I have a very large json in a single line, I have problems with illegal characters, turn out I have a lot of DC3, EM, FS, GS hidden ascii symbols, so I got rid of those and some other special characters that are making it hard to parse the json, then I ran into issues with the escape characters so I also just replaced those with a space. Now I'm stuck, it appears to be unbalanced quotes. normally I would use some code got from you super smart folks that fixes CL LF in the middle of a quoted string, but that with multiple lines. How do I do that with one giant line?
Is there a way to split the json into multiple lines then see where I have the unbalanced qoute and replace it before importing?

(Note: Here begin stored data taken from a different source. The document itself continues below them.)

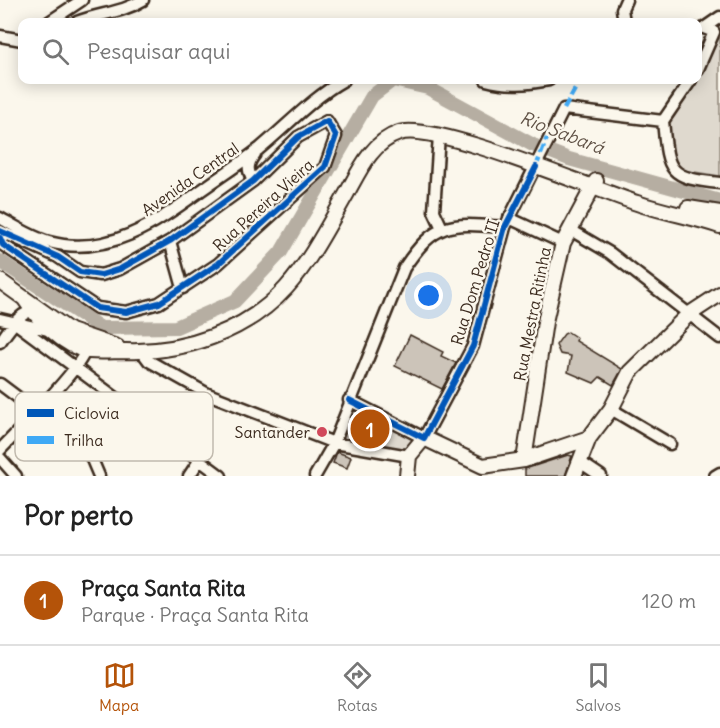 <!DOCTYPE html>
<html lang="pt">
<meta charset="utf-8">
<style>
:root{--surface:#fff;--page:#f2f2f2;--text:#222;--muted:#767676;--line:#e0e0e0;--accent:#b45309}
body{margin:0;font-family:Delius,sans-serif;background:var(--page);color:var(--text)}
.you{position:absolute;left:429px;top:296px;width:21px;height:21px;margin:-15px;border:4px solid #fff;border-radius:50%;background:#1a73e8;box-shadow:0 0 0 9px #1a73e833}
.badge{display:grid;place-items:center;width:39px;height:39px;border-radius:50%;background:var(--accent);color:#fff;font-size:20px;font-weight:700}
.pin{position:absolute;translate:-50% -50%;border:3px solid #fff;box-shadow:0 2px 6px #0006}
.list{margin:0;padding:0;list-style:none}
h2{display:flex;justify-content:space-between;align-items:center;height:78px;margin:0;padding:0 24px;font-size:26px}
h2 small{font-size:20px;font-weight:400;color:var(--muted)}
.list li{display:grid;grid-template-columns:39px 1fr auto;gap:18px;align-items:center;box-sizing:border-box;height:90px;padding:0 24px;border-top:2px solid var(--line)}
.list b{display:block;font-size:22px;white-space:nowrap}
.list p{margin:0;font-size:20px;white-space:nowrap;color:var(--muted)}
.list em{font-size:20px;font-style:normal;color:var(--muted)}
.icon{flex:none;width:33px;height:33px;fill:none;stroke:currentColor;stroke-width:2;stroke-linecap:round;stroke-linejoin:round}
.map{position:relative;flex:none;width:720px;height:476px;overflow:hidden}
.search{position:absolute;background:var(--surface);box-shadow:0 3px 15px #0003;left:18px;right:18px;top:18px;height:66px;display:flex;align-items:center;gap:15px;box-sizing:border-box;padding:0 21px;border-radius:12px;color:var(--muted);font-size:22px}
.sheet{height:168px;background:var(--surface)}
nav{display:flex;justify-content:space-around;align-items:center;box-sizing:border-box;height:84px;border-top:2px solid var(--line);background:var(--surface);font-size:16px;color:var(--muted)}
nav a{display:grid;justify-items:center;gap:3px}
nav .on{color:var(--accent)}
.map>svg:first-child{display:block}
.green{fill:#dfd9ce;stroke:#8d8276;stroke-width:1.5}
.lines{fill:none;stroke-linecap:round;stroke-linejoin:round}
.river{stroke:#b6aea2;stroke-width:14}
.building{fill:#ccc4b9;stroke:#3b2a1e;stroke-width:1.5}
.minor-casing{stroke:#3b2a1e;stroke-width:15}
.major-casing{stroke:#3b2a1e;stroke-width:18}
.minor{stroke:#fbf7ec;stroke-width:10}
.major{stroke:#fbf7ec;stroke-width:14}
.quiet{stroke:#3fa9f5;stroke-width:4.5;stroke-dasharray:9 4.5;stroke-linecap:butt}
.cycleway-casing{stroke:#fbf7ec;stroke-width:10}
.cycleway{stroke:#0057b8;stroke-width:6}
.poi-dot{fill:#d1495b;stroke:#fbf7ec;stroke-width:2}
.labels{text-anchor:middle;stroke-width:5;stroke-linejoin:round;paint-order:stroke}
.street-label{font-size:16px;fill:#3b2a1e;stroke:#fbf7ec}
.poi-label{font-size:16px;fill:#3b2a1e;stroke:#fbf7ec;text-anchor:end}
.water-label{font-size:18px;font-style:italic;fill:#605246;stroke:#fbf7ec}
.key{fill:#fbf7ec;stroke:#c1baae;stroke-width:1.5}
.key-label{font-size:16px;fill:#3b2a1e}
</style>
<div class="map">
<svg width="720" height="476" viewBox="0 0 720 476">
<rect width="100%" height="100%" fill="#fbf7ec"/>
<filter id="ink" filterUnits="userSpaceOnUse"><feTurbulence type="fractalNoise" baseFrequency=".0167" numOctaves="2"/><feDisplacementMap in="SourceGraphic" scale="12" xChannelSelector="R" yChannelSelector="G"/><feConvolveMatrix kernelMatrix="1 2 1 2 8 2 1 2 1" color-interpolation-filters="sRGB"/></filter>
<g filter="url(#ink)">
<path class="green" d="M720,38V176L676,169L667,122L694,80H698L712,39Z
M357,408L413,438L407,451L344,439L350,414Z"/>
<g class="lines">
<path class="river" d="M0,261L101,328L176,327L235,301L281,252L372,96L393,80L428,88L533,145L569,159L720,201"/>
</g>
<path class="building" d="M568,332L577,338L576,341L622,369L613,385L600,377L594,383L568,372L571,356L560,354L556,345L564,334Z
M410,335L443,352L441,356L456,363L442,389L395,366Z
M337,452L351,457L347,468L333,463Z
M568,455L572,456L565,476H525V469Z"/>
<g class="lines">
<defs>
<path id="minor" d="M49,22L82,0
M77,22C100,13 122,13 143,0
M624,22L622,9L626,0
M0,36L22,40
M698,69L714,32L704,28L720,17
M486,80C508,86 527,84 549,80
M691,80L663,121C668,171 667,178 720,183
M439,135L434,211L442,228
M253,181C247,170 247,164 255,154
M0,218C16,227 31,237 49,242C109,258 157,222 203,189C221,176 241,163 259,149C287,126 312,98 344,80
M509,218L563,243
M569,229L610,253L720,338
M0,231L58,257L80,272L101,275L120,269L170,241L253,181L298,137L327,121L336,136L325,167L218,264L159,303L126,312L97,308L3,245L0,238
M170,241L183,288
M0,319L52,331
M14,322L221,476
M0,342C10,328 21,310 39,309
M143,353L149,361L208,394L334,443L409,456
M0,384L88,450L99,476
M349,400L424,438L473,346L505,227L564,109L663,121
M611,409L670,444
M0,450C15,434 88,362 87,345
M0,458L16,476
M580,462L601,476
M189,476L199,461
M315,476L334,443L404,268C436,220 451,223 505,227
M715,476L720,473"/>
<path id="major" d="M688,208L720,213
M0,281L70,331L117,347
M24,298C38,319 62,346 89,351C101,352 114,351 126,351C183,353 246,332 286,288C311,260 328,226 347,193C360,169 372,142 399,133C434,121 593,189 637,203C664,212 693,217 720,226
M524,460L545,322L563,243L596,181
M407,476L409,456L424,438L483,466L524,460L589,438
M574,476L589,438L611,409L630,372L688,315L720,294"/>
</defs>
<use href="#minor" class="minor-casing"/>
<use href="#major" class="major-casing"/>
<use href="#minor" class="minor"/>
<use href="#major" class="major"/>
<path class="quiet" d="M564,109L580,80
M536,167L547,138"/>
<defs>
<path id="cycleway" d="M0,231L58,257L80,272L101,275L120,269L170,241L253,181L298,137L327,121L336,136L325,167L218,264L159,303L126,312L97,308L3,245L0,238
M349,400L424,438L473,346L505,227L536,167"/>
</defs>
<use href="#cycleway" class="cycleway-casing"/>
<use href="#cycleway" class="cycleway"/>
</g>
</g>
<circle class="poi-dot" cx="322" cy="432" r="6"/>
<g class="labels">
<g class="street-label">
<text transform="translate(190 179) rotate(-35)" y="6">Avenida Central</text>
<text transform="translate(263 205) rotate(-42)" y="6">Rua Pereira Vieira</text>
<text transform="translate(475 282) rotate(-73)" y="6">Rua Dom Pedro II</text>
<text transform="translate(532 314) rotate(-79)" y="6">Rua Mestra Ritinha</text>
</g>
<g class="poi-label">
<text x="310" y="438">Santander</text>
</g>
<g class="water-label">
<text transform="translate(562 133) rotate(21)" y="6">Rio Sabará</text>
</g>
</g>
<rect x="15" y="392" width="198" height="69" rx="9" class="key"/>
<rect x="27" y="409" width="27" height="8" fill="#0057b8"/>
<rect x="27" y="436" width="27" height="8" fill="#3fa9f5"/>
<g class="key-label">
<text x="64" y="419">Ciclovia</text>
<text x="64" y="446">Trilha</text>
</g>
</svg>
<div class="you"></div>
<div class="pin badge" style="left:370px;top:429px">1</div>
<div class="search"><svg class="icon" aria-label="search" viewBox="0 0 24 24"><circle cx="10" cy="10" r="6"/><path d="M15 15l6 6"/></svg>Pesquisar aqui</div>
</div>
<section class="sheet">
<h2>Por perto<small></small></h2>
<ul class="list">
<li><span class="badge">1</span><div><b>Praça Santa Rita</b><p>Parque · Praça Santa Rita</p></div><em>120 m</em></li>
</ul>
</section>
<nav>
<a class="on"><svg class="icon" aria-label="map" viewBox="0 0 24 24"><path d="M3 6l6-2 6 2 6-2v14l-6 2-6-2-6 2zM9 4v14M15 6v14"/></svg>Mapa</a>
<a><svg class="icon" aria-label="directions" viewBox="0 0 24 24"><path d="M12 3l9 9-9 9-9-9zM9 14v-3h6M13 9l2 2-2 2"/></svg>Rotas</a>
<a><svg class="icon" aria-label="saved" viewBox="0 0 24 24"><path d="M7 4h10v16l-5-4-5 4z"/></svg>Salvos</a>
</nav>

Code i used to start cleaning up the data
%let dsnnme="/mnt/SAS/Shared Services/SAS_Datasets/tempfiles/tempjson/&nextitem";
data _null_;
infile &dsnnme recfm=n sharebuffers;
file &dsnnme recfm=n;
input a $char1.;
if a = '\' then a=&repA;
else if a = '13'x then a=&repA;
else if a = '1C'x then a=&repA;
else if a = '19'x then a=&repA;
else if a = '1D'x then a=&repA;
else if a = 'F3'x then a=&repA;
else if a = 'A0'x then a=&repA;
else if a = 'E6'x then a=&repA;
else if a = 'F7'x then a=&repA;
else if a = 'F2'x then a=&repA;
else if a = 'FD'x then a=&repA;
else if a = 'F1'x then a=&repA;
put a $char1.;
run;
code I've used to fix cr Lf between qoutes:
data _null_;
infile &dsnnme recfm=n sharebuffers;
file &dsnnme recfm=n;
retain open 0;
input a $char1.;
if a = '"' then open = ^(open);
if open then do;
if a = '0D'x then put &repD;
else if a = '0A'x then put &repA;
end;
run;
Not really sure this will work, but I'm out of ideas. I'll try to upload sample but its PII data.
Since JSON uses backslash (\) to escape double quotes, this line:
if a = '\' then a=&repA;
may be the reason of your "unbalanced quotes".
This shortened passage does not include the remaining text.